**Exercise material**
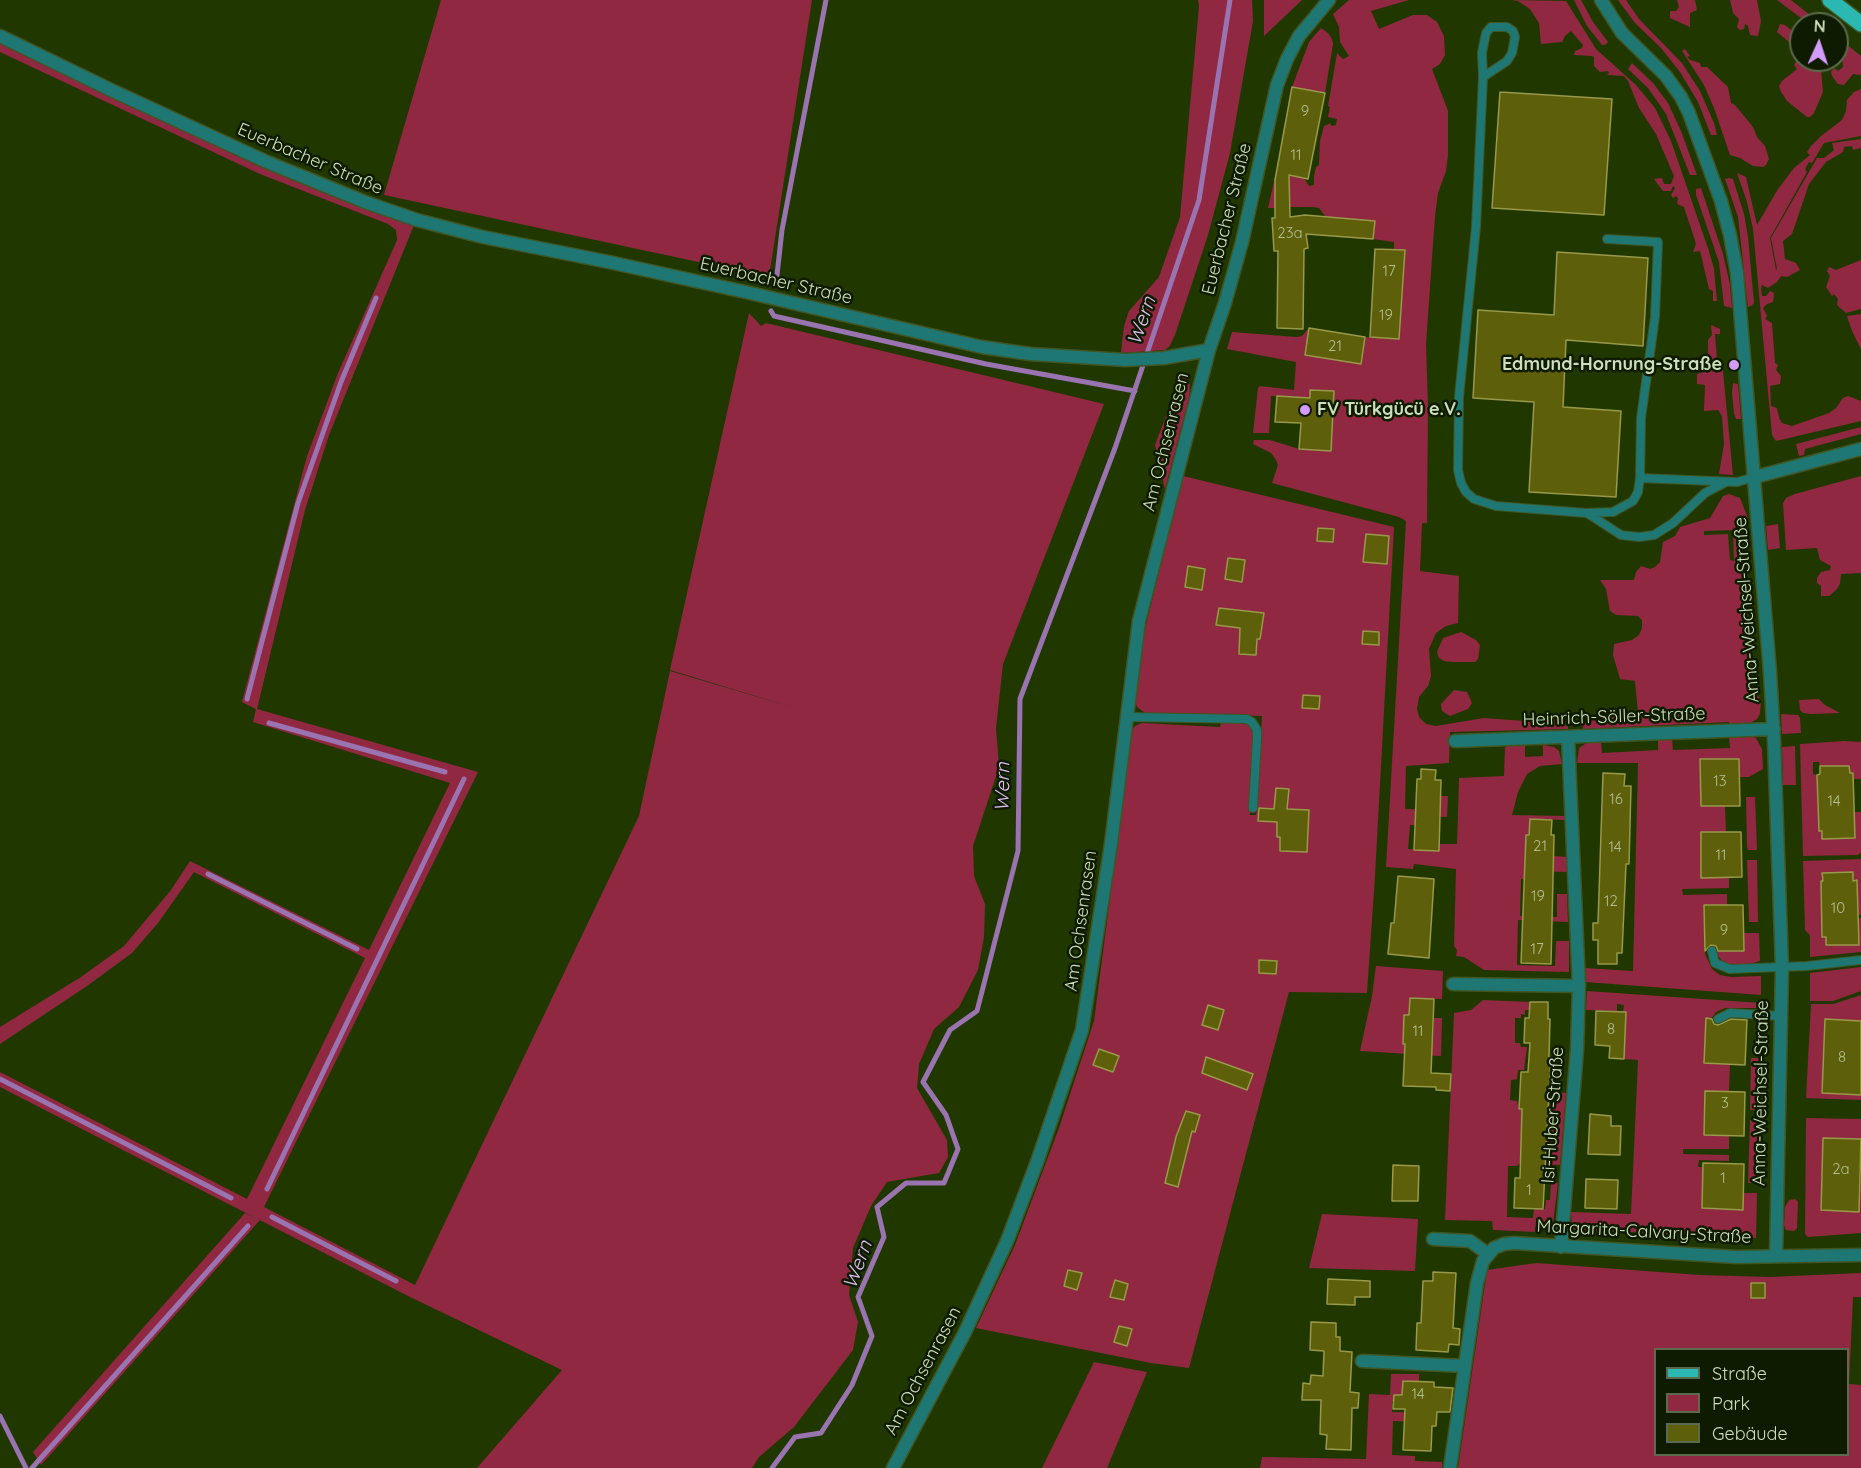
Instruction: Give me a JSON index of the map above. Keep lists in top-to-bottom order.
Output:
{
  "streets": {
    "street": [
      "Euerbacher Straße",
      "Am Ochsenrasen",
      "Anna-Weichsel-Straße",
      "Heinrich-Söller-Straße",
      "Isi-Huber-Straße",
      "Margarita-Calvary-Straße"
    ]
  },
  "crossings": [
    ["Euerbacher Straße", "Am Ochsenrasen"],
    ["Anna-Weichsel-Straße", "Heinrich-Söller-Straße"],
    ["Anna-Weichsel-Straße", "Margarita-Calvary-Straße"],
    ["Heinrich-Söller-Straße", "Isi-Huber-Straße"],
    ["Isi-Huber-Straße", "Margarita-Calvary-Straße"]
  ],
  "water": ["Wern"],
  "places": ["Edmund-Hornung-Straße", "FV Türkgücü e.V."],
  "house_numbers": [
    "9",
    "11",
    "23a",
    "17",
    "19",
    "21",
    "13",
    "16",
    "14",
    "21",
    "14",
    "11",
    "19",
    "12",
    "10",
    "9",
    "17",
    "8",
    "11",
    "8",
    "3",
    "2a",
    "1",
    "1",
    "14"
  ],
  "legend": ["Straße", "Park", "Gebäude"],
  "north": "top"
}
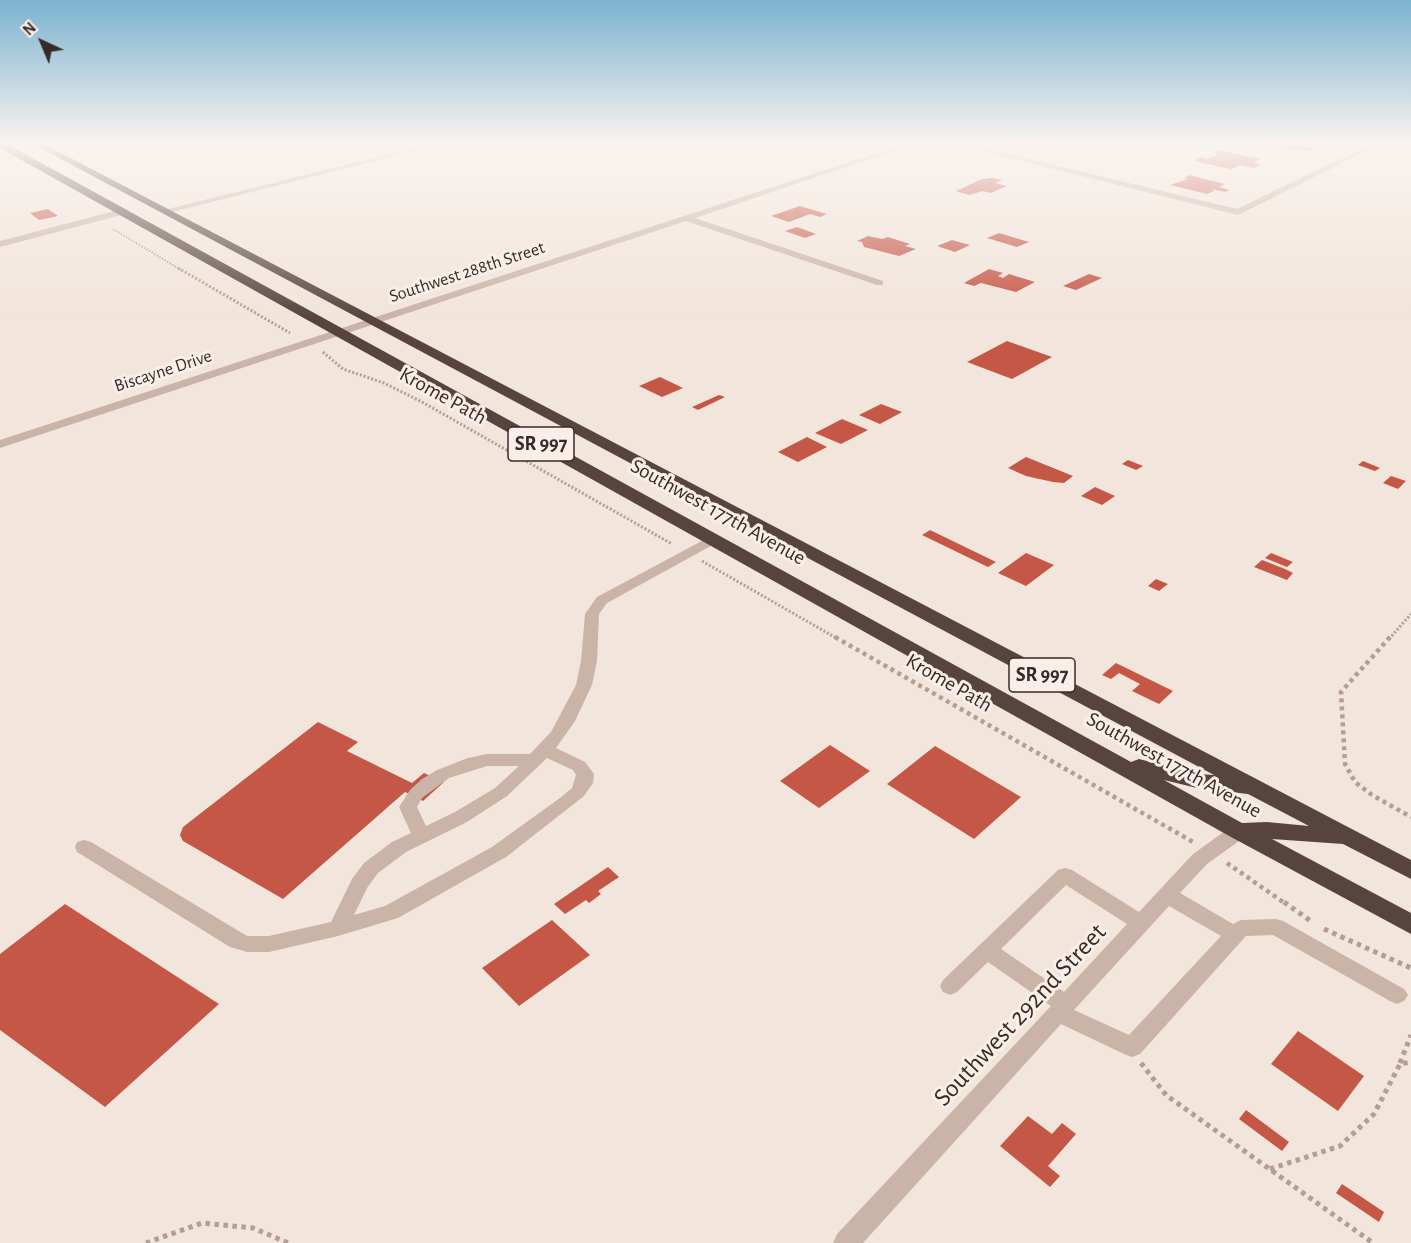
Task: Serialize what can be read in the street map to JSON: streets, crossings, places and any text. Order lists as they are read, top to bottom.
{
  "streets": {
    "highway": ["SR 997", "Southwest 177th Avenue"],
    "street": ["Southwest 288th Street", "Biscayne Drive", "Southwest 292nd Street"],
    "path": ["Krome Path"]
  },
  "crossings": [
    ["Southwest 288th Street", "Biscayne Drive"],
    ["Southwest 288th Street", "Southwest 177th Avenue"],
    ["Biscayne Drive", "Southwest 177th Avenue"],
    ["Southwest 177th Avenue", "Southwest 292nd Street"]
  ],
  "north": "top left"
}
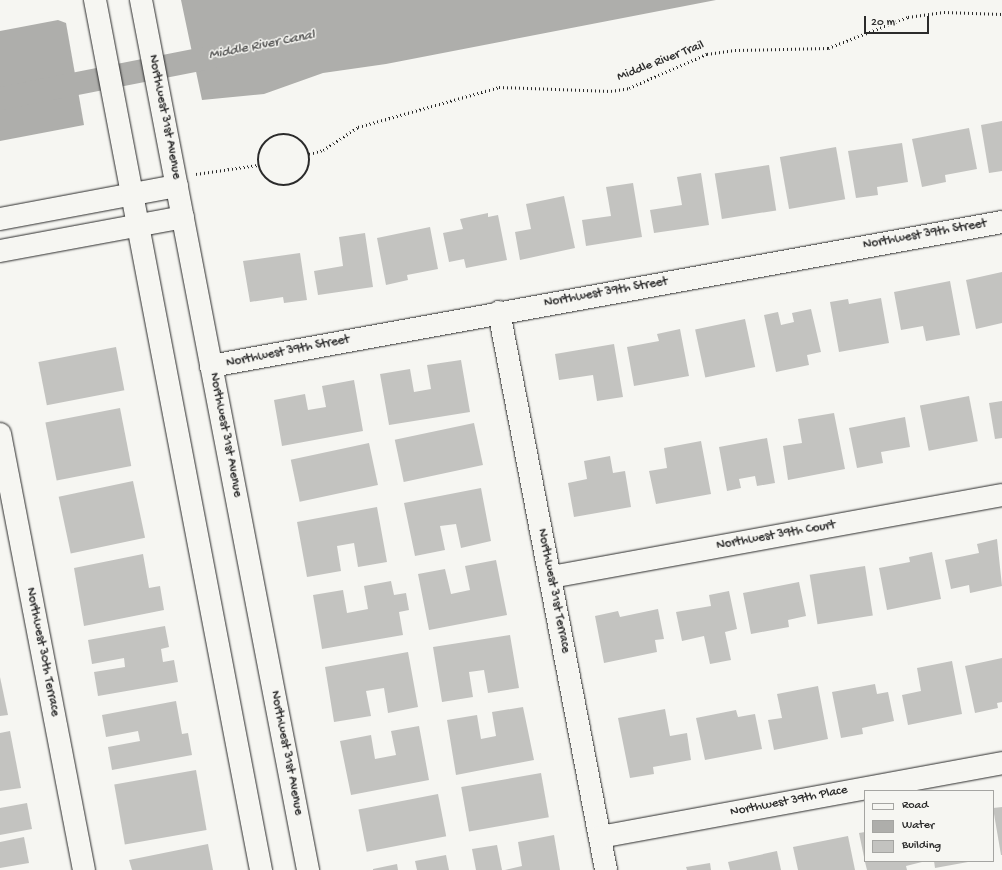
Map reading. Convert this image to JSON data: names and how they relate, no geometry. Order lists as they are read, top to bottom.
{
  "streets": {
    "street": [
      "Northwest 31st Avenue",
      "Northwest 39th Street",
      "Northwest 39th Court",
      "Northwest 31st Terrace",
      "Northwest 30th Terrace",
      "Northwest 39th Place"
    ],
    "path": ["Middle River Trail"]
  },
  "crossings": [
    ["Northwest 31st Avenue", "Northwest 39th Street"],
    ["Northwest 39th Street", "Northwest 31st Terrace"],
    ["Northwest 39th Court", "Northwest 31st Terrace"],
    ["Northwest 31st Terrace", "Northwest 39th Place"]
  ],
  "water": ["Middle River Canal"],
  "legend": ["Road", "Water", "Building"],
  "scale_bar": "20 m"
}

**What is being asked**
Word-for-word transcript, pictures excluded: copy all the material above.

**Output of the task**
Instruction: Give me a JSON index of the map above. Keep lists in top-to-bottom order.
Output:
{
  "streets": {
    "street": [
      "Euerbacher Straße",
      "Am Ochsenrasen",
      "Anna-Weichsel-Straße",
      "Heinrich-Söller-Straße",
      "Isi-Huber-Straße",
      "Margarita-Calvary-Straße"
    ]
  },
  "crossings": [
    ["Euerbacher Straße", "Am Ochsenrasen"],
    ["Anna-Weichsel-Straße", "Heinrich-Söller-Straße"],
    ["Anna-Weichsel-Straße", "Margarita-Calvary-Straße"],
    ["Heinrich-Söller-Straße", "Isi-Huber-Straße"],
    ["Isi-Huber-Straße", "Margarita-Calvary-Straße"]
  ],
  "water": ["Wern"],
  "places": ["Edmund-Hornung-Straße", "FV Türkgücü e.V."],
  "house_numbers": [
    "9",
    "11",
    "23a",
    "17",
    "19",
    "21",
    "13",
    "16",
    "14",
    "21",
    "14",
    "11",
    "19",
    "12",
    "10",
    "9",
    "17",
    "8",
    "11",
    "8",
    "3",
    "2a",
    "1",
    "1",
    "14"
  ],
  "legend": ["Straße", "Park", "Gebäude"],
  "north": "top"
}
Task: Serialize what can be read in the street map to JSON: streets, crossings, places and any text. Order lists as they are read, top to bottom.
{
  "streets": {
    "highway": ["SR 997", "Southwest 177th Avenue"],
    "street": ["Southwest 288th Street", "Biscayne Drive", "Southwest 292nd Street"],
    "path": ["Krome Path"]
  },
  "crossings": [
    ["Southwest 288th Street", "Biscayne Drive"],
    ["Southwest 288th Street", "Southwest 177th Avenue"],
    ["Biscayne Drive", "Southwest 177th Avenue"],
    ["Southwest 177th Avenue", "Southwest 292nd Street"]
  ],
  "north": "top left"
}
Map reading. Convert this image to JSON data: names and how they relate, no geometry. Order lists as they are read, top to bottom.
{
  "streets": {
    "street": [
      "Northwest 31st Avenue",
      "Northwest 39th Street",
      "Northwest 39th Court",
      "Northwest 31st Terrace",
      "Northwest 30th Terrace",
      "Northwest 39th Place"
    ],
    "path": ["Middle River Trail"]
  },
  "crossings": [
    ["Northwest 31st Avenue", "Northwest 39th Street"],
    ["Northwest 39th Street", "Northwest 31st Terrace"],
    ["Northwest 39th Court", "Northwest 31st Terrace"],
    ["Northwest 31st Terrace", "Northwest 39th Place"]
  ],
  "water": ["Middle River Canal"],
  "legend": ["Road", "Water", "Building"],
  "scale_bar": "20 m"
}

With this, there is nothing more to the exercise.